Respect de la vie privée (art. 22)

45.Le Comité constate avec préoccupation que, dans le système de soins de santé, notamment dans les cabinets privés, les hôpitaux et les institutions, les données des personnes handicapées ne sont pas suffisamment protégées.

46. Le Comité recommande à l’État partie de prendre des mesures efficaces pour garantir le respect de la vie privée des personnes handicapées, en particulier des personnes ayant des handicaps intellectuels et des personnes ayant des handicaps psychosociaux , notamment pour protéger la confidentialité de leurs informations et de leurs dossiers médicaux dans les institutions et les structures et services de santé mentale.

Respect du domicile et de la famille (art. 23)

47.Le Comité note que la loi qualifiée no 30/2022 sur la personne et la famille a remplacé la loi qualifiée de 1995 sur le mariage. Il constate toutefois avec préoccupation :

a)Que les personnes ayant des handicaps intellectuels et les personnes ayant des handicaps psychosociaux sont peu informées sur leur droit au mariage en raison de préjugés discriminatoires et négatifs ;

b)Que l’aide apportée aux enfants handicapés et à leur famille n’est pas suffisante et que les parents handicapés ne sont pas assez accompagnés dans l’exercice de leurs responsabilités parentales.
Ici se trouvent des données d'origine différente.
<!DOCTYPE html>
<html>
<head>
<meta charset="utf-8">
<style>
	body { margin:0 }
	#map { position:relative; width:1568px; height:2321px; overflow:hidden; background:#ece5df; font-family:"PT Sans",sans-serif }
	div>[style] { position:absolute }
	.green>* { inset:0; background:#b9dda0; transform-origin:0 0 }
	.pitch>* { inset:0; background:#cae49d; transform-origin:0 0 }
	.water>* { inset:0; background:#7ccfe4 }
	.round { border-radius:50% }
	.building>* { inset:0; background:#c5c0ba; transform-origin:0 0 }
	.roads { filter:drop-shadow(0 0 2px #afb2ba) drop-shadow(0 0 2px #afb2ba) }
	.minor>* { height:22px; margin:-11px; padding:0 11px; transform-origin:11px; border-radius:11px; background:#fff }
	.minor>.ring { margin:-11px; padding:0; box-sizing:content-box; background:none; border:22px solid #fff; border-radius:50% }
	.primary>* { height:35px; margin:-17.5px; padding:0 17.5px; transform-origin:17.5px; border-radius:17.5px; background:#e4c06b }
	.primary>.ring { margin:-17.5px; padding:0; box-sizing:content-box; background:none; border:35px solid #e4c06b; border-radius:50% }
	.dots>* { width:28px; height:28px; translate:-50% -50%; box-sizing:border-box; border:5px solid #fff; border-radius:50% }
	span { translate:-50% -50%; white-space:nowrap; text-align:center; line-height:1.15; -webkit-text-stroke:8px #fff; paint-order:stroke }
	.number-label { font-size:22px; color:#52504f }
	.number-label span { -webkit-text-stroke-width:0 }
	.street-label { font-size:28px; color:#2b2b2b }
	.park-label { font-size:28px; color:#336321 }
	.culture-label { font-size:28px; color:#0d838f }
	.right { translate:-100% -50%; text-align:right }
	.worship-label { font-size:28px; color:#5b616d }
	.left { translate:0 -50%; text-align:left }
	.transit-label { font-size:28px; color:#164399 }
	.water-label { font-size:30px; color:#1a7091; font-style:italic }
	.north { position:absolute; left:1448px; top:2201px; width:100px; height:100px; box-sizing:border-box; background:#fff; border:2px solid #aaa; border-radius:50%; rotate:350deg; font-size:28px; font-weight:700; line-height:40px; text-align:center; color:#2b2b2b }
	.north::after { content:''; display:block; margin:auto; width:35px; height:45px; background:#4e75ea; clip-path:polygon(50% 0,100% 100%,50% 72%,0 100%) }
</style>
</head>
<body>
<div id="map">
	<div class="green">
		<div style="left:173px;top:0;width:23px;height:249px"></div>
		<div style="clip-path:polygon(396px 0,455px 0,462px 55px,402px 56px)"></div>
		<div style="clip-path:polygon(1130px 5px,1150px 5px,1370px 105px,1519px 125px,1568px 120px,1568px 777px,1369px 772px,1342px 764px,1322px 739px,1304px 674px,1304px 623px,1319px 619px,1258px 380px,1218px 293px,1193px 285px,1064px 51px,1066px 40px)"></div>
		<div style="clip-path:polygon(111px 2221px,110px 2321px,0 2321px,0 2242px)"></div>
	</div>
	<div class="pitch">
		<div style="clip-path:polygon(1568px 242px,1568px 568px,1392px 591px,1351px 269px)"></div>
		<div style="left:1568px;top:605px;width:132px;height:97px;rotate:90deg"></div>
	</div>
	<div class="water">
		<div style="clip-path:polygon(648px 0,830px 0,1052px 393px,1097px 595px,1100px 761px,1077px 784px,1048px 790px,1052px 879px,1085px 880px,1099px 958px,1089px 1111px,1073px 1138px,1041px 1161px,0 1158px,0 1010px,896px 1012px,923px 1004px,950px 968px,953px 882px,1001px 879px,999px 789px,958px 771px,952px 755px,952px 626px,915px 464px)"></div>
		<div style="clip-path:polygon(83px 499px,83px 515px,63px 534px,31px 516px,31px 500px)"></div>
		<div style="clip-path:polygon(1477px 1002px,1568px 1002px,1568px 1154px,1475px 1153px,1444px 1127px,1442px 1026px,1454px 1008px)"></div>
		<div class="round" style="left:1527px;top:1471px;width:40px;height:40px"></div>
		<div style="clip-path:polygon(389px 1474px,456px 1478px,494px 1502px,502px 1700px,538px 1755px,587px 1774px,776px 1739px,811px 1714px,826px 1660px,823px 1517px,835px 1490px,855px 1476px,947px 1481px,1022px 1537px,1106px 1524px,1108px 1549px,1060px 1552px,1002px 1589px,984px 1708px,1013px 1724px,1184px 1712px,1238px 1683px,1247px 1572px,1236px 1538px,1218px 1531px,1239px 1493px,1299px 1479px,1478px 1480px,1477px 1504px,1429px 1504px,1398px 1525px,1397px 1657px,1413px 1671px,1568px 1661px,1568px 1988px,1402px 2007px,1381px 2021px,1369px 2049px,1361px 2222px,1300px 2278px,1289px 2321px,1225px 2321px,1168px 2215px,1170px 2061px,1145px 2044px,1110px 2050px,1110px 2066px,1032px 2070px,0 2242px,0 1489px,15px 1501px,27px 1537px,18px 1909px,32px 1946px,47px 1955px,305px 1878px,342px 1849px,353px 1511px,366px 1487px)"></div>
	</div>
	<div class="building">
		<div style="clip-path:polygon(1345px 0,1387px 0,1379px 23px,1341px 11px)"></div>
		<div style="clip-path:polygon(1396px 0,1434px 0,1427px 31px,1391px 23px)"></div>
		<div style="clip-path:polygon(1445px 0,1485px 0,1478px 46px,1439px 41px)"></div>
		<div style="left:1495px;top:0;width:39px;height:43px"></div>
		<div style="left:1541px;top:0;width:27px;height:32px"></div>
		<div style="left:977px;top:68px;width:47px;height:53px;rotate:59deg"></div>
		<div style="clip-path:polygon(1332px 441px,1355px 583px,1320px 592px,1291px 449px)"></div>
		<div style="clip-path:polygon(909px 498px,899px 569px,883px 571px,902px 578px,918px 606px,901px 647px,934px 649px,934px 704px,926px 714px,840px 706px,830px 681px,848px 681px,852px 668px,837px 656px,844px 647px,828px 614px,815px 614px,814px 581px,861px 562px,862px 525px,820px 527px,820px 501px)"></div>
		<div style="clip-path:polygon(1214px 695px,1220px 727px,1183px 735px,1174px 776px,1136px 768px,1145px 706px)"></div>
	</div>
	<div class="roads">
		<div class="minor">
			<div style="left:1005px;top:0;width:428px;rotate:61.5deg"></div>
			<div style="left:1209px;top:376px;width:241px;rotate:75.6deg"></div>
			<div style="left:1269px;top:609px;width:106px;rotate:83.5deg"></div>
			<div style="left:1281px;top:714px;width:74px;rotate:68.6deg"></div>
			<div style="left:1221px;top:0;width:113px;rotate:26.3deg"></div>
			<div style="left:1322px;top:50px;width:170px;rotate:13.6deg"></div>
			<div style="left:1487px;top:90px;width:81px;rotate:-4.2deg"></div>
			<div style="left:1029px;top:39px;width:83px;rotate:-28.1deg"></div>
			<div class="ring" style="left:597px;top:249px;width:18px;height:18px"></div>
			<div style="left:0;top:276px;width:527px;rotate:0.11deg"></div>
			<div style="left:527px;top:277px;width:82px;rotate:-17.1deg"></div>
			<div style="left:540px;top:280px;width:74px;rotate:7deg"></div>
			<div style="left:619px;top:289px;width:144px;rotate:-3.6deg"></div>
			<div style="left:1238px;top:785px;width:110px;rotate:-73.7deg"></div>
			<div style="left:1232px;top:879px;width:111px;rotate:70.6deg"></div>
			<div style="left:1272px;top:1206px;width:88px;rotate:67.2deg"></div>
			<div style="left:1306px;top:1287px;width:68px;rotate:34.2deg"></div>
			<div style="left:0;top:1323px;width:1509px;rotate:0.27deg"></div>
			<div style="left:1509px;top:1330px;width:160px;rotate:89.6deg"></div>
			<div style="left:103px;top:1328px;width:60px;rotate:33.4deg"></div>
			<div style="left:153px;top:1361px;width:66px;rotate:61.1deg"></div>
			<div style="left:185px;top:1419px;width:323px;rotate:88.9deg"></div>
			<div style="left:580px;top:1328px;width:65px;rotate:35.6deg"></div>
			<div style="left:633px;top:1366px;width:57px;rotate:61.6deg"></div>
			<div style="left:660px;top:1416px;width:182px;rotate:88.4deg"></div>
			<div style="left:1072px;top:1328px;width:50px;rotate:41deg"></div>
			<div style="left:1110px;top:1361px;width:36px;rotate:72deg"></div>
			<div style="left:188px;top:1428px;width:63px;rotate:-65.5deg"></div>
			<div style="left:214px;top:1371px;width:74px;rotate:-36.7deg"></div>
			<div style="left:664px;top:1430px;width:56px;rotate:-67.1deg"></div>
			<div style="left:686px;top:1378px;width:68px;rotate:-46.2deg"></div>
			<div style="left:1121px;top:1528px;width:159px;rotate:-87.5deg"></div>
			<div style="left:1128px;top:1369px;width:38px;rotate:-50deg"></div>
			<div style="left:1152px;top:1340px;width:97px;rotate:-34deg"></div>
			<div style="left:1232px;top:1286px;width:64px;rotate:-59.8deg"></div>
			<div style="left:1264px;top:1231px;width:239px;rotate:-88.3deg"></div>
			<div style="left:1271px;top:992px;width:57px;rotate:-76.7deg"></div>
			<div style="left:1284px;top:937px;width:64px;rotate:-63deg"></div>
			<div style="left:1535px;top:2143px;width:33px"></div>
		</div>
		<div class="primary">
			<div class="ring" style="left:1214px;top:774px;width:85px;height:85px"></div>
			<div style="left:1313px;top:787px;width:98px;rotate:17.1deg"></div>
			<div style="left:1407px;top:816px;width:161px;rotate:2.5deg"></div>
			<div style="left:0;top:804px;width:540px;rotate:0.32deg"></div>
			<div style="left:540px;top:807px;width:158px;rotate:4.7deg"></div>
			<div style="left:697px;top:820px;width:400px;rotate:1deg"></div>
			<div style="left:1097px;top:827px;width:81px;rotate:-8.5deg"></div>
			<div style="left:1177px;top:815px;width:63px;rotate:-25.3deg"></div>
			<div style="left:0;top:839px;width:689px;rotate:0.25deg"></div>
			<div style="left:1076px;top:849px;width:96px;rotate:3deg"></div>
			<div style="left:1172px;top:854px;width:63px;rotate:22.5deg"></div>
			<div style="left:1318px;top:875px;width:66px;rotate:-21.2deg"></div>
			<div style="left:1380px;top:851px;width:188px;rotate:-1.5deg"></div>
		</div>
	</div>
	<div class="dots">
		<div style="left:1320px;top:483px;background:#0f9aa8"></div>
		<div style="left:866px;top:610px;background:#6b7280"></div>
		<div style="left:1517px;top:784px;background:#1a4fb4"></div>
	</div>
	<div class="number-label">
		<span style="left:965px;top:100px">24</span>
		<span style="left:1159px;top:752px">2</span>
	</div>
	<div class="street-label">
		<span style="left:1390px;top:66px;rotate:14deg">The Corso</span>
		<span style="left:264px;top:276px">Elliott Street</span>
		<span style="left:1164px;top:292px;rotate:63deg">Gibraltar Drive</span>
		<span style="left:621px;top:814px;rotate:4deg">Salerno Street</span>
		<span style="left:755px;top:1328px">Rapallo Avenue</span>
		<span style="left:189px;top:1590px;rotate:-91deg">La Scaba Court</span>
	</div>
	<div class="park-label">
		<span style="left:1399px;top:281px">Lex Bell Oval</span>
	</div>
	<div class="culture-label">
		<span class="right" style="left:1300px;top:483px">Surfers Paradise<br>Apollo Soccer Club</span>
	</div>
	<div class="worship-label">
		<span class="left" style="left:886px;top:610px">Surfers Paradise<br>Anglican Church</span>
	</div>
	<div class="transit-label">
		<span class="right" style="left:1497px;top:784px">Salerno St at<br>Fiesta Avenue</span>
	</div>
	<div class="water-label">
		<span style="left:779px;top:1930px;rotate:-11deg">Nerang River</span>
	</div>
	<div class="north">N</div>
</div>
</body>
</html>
48. Le Comité recommande à l’État partie :

a) De garantir à toutes les personnes handicapées en âge nubile, y compris les personnes ayant des handicaps intellectuels et les personnes ayant des handicaps psychosociaux , le droit de se marier et de fonder une famille sur la base du libre et plein consentement des futurs époux  ;

b) De renforcer les mesures visant à fournir une aide et des services de proximité aux enfants handicapés et à leur famille, notamment à garantir l’accès à des programmes de formation à l’exercice de la fonction parentale, à des centres d’information sur les compétences parentales, à des outils de développement de ces compétences en langage FALC, à un revenu suffisant, à des services consultatifs, à des services de prise en charge à domicile et à des informations accessibles sur les divers services proposés.

Éducation (art. 24)

49.Le Comité note que des progrès ont été faits pour ce qui est de rendre l’éducation inclusive, d’apporter des aménagements pédagogiques adaptés aux projets personnels des élèves handicapés, de favoriser l’autonomie de ces élèves en leur offrant une assistance de vie et de recueillir des données sur le nombre d’élèves handicapés, avec ventilation par sexe et niveau d’instruction. Il constate cependant avec préoccupation :

a)Qu’il n’existe pas, dans l’État partie, de politique à long terme en faveur de l’éducation inclusive, qui permette de suivre les progrès accomplis et soit assortie d’objectifs précis et d’un calendrier ;

b)Que les questions de genre et de handicap ne sont que peu prises en compte dans la législation et les politiques d’éducation, y compris la loi no 17/2018 sur l’organisation du système éducatif andorran ;

c)Que, dans les établissements d’enseignement spécial, les élèves ayant besoin d’un accompagnement intensif sont séparés des autres sur la base d’évaluations médicales ;

d)Qu’il n’y a pas suffisamment de modes et de méthodes d’information et de communication alternatives et améliorées dans les écoles ordinaires ;

e)Que les enfants sourds n’ont pas un accès satisfaisant à des cours de langue des signes catalane.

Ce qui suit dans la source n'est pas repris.